Looking at the records below, please say how many lines contain the word "shaded", as a bare number.

>>>

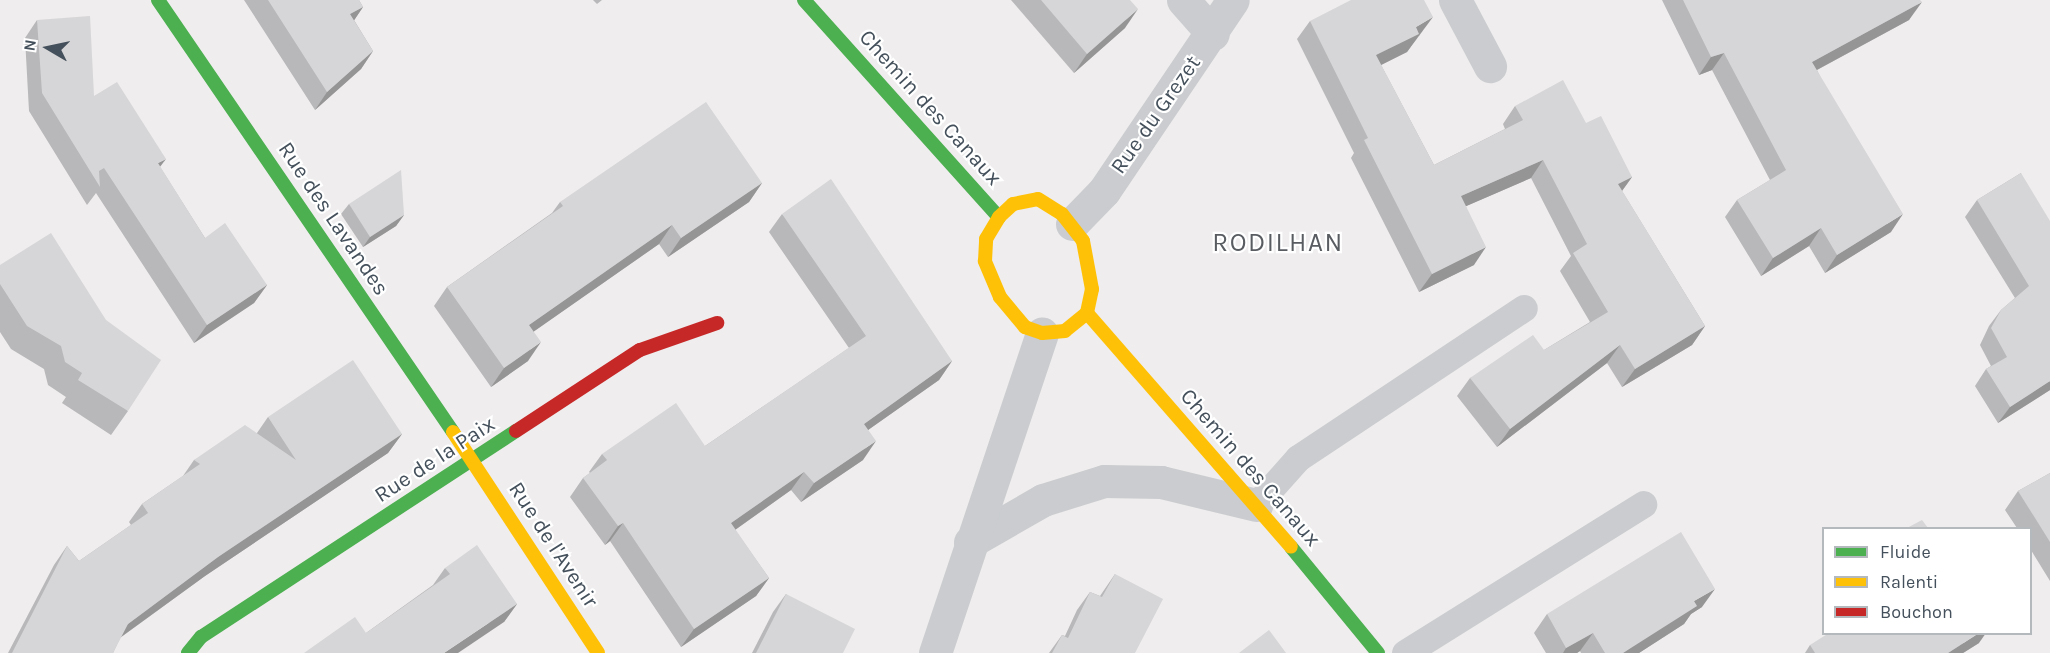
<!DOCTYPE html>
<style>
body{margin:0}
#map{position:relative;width:2050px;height:653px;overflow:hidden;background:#efeded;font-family:Karla,sans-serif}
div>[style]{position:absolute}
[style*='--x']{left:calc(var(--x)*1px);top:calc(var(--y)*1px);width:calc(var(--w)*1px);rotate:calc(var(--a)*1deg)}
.lane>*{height:27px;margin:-13.5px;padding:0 13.5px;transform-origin:13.5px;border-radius:13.5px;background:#cacccf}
.street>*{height:33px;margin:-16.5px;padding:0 16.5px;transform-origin:16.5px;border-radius:16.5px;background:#cacccf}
.fast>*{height:14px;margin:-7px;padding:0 7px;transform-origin:7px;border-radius:7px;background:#4caf50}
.slow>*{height:14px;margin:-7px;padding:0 7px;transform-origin:7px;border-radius:7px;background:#ffc107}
.jam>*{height:14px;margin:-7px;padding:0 7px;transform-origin:7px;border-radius:7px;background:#c62828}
.wall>*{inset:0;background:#b8b7b9}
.shaded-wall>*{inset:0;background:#969596}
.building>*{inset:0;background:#d6d5d7}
span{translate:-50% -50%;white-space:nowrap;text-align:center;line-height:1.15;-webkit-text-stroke:4.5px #fff;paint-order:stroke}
.street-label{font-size:22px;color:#44505b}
.quarter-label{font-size:26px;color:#595d62;letter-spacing:1.5px}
.legend{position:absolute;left:1822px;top:527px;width:210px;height:108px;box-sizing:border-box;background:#fff;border:2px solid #b4b9bd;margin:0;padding:8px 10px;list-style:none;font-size:18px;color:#44505b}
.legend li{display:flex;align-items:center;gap:12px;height:30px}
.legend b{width:30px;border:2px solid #b4b9bd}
.north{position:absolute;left:18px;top:18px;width:60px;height:60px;-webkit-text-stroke:4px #fff;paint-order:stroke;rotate:279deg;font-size:16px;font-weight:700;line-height:24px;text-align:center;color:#44505b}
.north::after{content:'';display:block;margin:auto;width:21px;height:27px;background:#44505b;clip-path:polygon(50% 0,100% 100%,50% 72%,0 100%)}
</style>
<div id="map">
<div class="lane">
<i style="--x:1256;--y:505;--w:63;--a:-48.2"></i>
<i style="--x:1298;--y:458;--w:271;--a:-33.6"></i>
<i style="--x:1405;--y:653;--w:281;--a:-32"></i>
</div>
<div class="street">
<i style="--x:1183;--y:0;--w:45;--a:48.6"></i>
<i style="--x:1455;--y:0;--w:75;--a:62.1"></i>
<i style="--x:1072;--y:224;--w:46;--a:-45.9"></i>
<i style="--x:1104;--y:191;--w:230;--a:-56"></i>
<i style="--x:970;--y:542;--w:84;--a:-29.9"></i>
<i style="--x:1043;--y:500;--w:64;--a:-17.3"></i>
<i style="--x:1104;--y:481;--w:57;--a:1"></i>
<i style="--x:1161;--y:482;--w:98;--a:13.6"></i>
<i style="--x:935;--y:653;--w:337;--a:-71.5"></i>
</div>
<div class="fast">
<i style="--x:158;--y:0;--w:523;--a:55.67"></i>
<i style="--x:804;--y:0;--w:292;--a:48.1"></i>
<i style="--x:1291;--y:547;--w:137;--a:50.6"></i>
<i style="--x:188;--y:653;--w:21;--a:-51"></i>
<i style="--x:201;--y:637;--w:376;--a:-33.2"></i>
</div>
<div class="slow">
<i style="--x:1038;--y:199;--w:28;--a:32"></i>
<i style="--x:1062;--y:214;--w:34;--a:52"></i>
<i style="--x:1083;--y:241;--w:49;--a:79.4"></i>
<i style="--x:1092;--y:289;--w:25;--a:102"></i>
<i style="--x:1087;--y:313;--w:28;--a:141"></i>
<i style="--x:1065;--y:331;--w:23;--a:175"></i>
<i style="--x:1042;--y:333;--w:18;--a:-161"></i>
<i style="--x:1025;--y:327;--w:39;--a:-130"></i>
<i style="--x:1000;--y:297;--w:39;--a:-113"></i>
<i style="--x:985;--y:261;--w:22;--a:-87"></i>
<i style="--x:986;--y:239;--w:26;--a:-59"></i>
<i style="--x:999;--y:217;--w:19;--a:-43"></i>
<i style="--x:1013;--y:204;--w:25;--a:-11"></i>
<i style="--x:1087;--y:313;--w:310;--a:48.9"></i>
<i style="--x:453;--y:432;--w:264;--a:56.7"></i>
</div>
<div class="jam">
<i style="--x:516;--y:431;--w:148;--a:-33.2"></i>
<i style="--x:640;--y:350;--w:82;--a:-19.3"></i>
</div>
<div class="wall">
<i style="clip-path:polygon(244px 0,359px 0,363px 7px,354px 20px,373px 51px,361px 69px,315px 110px)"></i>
<i style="clip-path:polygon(593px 0,602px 0,597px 4px)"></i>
<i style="clip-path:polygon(1011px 0,1130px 0,1125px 28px,1074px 73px)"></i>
<i style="clip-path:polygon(1662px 0,1920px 0,1909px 20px,1817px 70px,1891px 232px,1825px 273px,1809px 246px,1761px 276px,1725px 217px,1737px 200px,1770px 180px,1712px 70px,1699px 75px)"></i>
<i style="clip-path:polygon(37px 20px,94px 96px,160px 167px,205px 238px,267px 285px,254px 303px,194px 343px,96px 193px,87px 205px,29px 111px,25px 38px)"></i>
<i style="clip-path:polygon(1310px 21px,1420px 35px,1418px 36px,1407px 52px,1381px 65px,1434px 165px,1505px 129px,1503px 124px,1515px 106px,1586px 123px,1632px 177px,1622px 191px,1705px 326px,1692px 345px,1622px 387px,1607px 363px,1497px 447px,1457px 396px,1470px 378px,1544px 350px,1590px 322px,1560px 271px,1571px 256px,1531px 178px,1466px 206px,1474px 265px,1419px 292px,1351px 158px,1354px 153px,1297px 39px)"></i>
<i style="clip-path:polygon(2021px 173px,2050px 390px,1998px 423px,1975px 386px,1986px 369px,1991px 366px,1980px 345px,1989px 326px,2001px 310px,2015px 298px,1965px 217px,1977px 200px)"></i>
<i style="clip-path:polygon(762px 183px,749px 202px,668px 257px,659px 244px,534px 331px,528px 361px,491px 387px,434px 306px,447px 287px,552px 213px,560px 202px)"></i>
<i style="clip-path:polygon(349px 204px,404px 215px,396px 226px,363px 247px,341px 214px)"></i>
<i style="clip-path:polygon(782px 214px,952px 361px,939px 380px,868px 430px,863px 460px,801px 502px,791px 490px,735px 530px,769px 578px,756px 596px,681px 647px,610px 541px,605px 545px,570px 497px,583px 478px,590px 473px,589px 472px,602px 454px,705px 446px,849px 348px,769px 232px)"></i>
<i style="clip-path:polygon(0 265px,128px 411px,111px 435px,62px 403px,66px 397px,48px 385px,44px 369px,11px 349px,0 332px)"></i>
<i style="clip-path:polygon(268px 417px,402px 434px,388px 453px,205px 576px,120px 638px,113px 653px,8px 653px,54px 565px,67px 546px,79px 561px,131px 525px,129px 522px,142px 504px,183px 476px,194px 460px,257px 433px)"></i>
<i style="clip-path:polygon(2050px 473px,2050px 581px,2031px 550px,2031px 528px,2017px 528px,2005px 510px,2018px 491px)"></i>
<i style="clip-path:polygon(445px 568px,517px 604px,504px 622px,366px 633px,433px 585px)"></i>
<i style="clip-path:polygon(1115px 574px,1135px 653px,1049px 653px,1062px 635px,1065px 636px,1077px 610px,1090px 592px,1100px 596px)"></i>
<i style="clip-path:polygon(786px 594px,843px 653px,752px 653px,773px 612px)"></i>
<i style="clip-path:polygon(1702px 607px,1691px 614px,1684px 624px,1639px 653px,1581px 653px,1580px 651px,1577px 653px,1546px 653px,1534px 633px,1547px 614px)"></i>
<i style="clip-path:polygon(1979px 643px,1963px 653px,1805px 653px,1810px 645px)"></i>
</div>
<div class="shaded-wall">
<i style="clip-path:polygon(1922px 2px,1909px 20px,1800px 79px,1812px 62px)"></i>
<i style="clip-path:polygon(363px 7px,351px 25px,350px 14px)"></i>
<i style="clip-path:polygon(1138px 9px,1125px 28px,1074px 73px,1087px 54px)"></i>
<i style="clip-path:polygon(1433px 17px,1407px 52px,1363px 74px,1376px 55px,1416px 27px)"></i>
<i style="clip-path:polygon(373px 51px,361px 69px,315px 110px,327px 92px)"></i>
<i style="clip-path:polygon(1724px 53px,1712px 70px,1699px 75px,1711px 57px)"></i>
<i style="clip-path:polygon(166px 159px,153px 176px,158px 163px)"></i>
<i style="clip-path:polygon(1543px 160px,1531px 178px,1448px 214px,1461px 196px)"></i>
<i style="clip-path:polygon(1632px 177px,1619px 195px,1618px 184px)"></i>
<i style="clip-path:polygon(762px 183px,749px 202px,668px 257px,681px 238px)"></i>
<i style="clip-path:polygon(1903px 214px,1891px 232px,1825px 273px,1837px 255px)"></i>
<i style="clip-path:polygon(404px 215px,396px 226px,363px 247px,370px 237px)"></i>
<i style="clip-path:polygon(672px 225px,659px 244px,516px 344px,529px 325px)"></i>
<i style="clip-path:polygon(1821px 228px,1809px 246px,1761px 276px,1773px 258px)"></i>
<i style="clip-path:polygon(1486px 247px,1474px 265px,1419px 292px,1432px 274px)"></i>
<i style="clip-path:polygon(267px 285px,254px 303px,194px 343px,207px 325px)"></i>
<i style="clip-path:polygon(1705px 326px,1692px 345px,1622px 387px,1635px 369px)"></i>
<i style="clip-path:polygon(541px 342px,528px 361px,491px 387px,504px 368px)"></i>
<i style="clip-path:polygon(1620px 345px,1607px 363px,1497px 447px,1510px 429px)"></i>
<i style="clip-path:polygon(952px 361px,939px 380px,851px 442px,864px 424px)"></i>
<i style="clip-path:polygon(2050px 381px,2050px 390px,1998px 423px,2010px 407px)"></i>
<i style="clip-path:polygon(402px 434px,388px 453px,205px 576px,114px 642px,128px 624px,218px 557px)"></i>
<i style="clip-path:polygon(876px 441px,863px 460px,801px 502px,814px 483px)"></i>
<i style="clip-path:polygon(804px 472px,791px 490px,718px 542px,731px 523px)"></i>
<i style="clip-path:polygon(623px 523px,610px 541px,605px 545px,618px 526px)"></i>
<i style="clip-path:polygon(769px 578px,756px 596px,681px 647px,694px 629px)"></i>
<i style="clip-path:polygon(1715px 589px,1702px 607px,1691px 614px,1684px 624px,1639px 653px,1623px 653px,1694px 601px)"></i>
<i style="clip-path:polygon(517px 604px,504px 622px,458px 653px,444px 653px)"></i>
<i style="clip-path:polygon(1593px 633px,1580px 651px,1577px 653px,1563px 653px,1566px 648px)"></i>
<i style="clip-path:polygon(1979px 633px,1986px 633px,1979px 643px,1963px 653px,1948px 653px)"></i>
</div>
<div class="building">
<i style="clip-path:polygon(268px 0,359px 0,363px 7px,350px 14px,373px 51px,327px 92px)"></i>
<i style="clip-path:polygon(1041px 0,1130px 0,1138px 9px,1087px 54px)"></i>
<i style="clip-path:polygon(1351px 0,1424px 0,1433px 17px,1416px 27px,1419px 34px,1376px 55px,1434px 165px,1523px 120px,1515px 106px,1563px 80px,1586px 123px,1601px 116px,1632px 177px,1618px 184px,1705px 326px,1635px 369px,1620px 345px,1510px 429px,1470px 378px,1533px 335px,1544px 350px,1608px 312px,1573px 253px,1587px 244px,1543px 160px,1461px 196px,1486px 247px,1432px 274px,1364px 140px,1368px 138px,1310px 21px)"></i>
<i style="clip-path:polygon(1683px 0,1920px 0,1922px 2px,1812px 62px,1903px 214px,1837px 255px,1821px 228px,1773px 258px,1737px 200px,1786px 170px,1724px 53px,1711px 57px)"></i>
<i style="clip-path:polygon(90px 16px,94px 96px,117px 82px,166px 159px,158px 163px,205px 238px,225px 223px,267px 285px,207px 325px,104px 168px,99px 171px,100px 187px,42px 93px,37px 20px)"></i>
<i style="clip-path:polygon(706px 102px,762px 183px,681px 238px,672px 225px,529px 325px,541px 342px,504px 368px,447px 287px,563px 206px,560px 202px)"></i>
<i style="clip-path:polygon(401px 170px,404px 215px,370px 237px,349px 204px)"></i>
<i style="clip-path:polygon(2021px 173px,2050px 221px,2050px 381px,2010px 407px,1986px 369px,2007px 357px,1991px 328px,2001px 310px,2029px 286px,1977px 200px)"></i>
<i style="clip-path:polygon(831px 179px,952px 361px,864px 424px,876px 441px,814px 483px,804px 472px,731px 523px,769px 578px,694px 629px,623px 523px,618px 526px,583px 478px,607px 460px,602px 454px,676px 403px,705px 446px,866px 336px,782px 214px)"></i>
<i style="clip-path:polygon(51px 233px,106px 320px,161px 360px,128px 411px,78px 380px,82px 373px,65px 362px,61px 346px,27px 326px,0 284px,0 265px)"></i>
<i style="clip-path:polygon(353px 360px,402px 434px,218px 557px,128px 624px,113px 653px,12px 653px,67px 546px,79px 561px,148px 513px,142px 504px,200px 464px,194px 460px,245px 425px,296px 460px,268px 417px)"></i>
<i style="clip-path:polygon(2050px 473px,2050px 542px,2018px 491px)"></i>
<i style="clip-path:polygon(1922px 520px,1928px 528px,1907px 528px)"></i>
<i style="clip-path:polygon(1681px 532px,1715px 589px,1694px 601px,1697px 606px,1623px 653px,1605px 653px,1593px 633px,1566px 648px,1547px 614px)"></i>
<i style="clip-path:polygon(477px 545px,517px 604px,444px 653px,304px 653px,355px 617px,366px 633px,450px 574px,445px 568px)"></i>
<i style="clip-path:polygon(1115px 574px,1163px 599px,1135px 653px,1052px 653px,1062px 635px,1068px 638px,1090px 592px,1102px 597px)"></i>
<i style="clip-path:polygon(786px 594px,855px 629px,843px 653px,756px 653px)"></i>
<i style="clip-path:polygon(1269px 630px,1286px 653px,1239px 653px)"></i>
<i style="clip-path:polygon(1829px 633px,1979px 633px,1948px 653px,1815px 653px,1810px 645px)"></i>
</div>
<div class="street-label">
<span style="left:930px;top:108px;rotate:48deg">Chemin des Canaux</span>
<span style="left:1156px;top:115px;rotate:-55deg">Rue du Grezet</span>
<span style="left:333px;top:219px;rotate:56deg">Rue des Lavandes</span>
<span style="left:435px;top:460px;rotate:-33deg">Rue de la Paix</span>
<span style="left:1250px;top:468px;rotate:49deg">Chemin des Canaux</span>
<span style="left:553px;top:545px;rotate:57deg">Rue de l'Avenir</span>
</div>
<div class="quarter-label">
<span style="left:1278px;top:243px">RODILHAN</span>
</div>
<ul class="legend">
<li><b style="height:8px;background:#4caf50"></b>Fluide</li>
<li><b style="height:8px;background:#ffc107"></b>Ralenti</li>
<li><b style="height:8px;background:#c62828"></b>Bouchon</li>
</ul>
<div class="north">N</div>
</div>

<<<

◆ Answer space: 2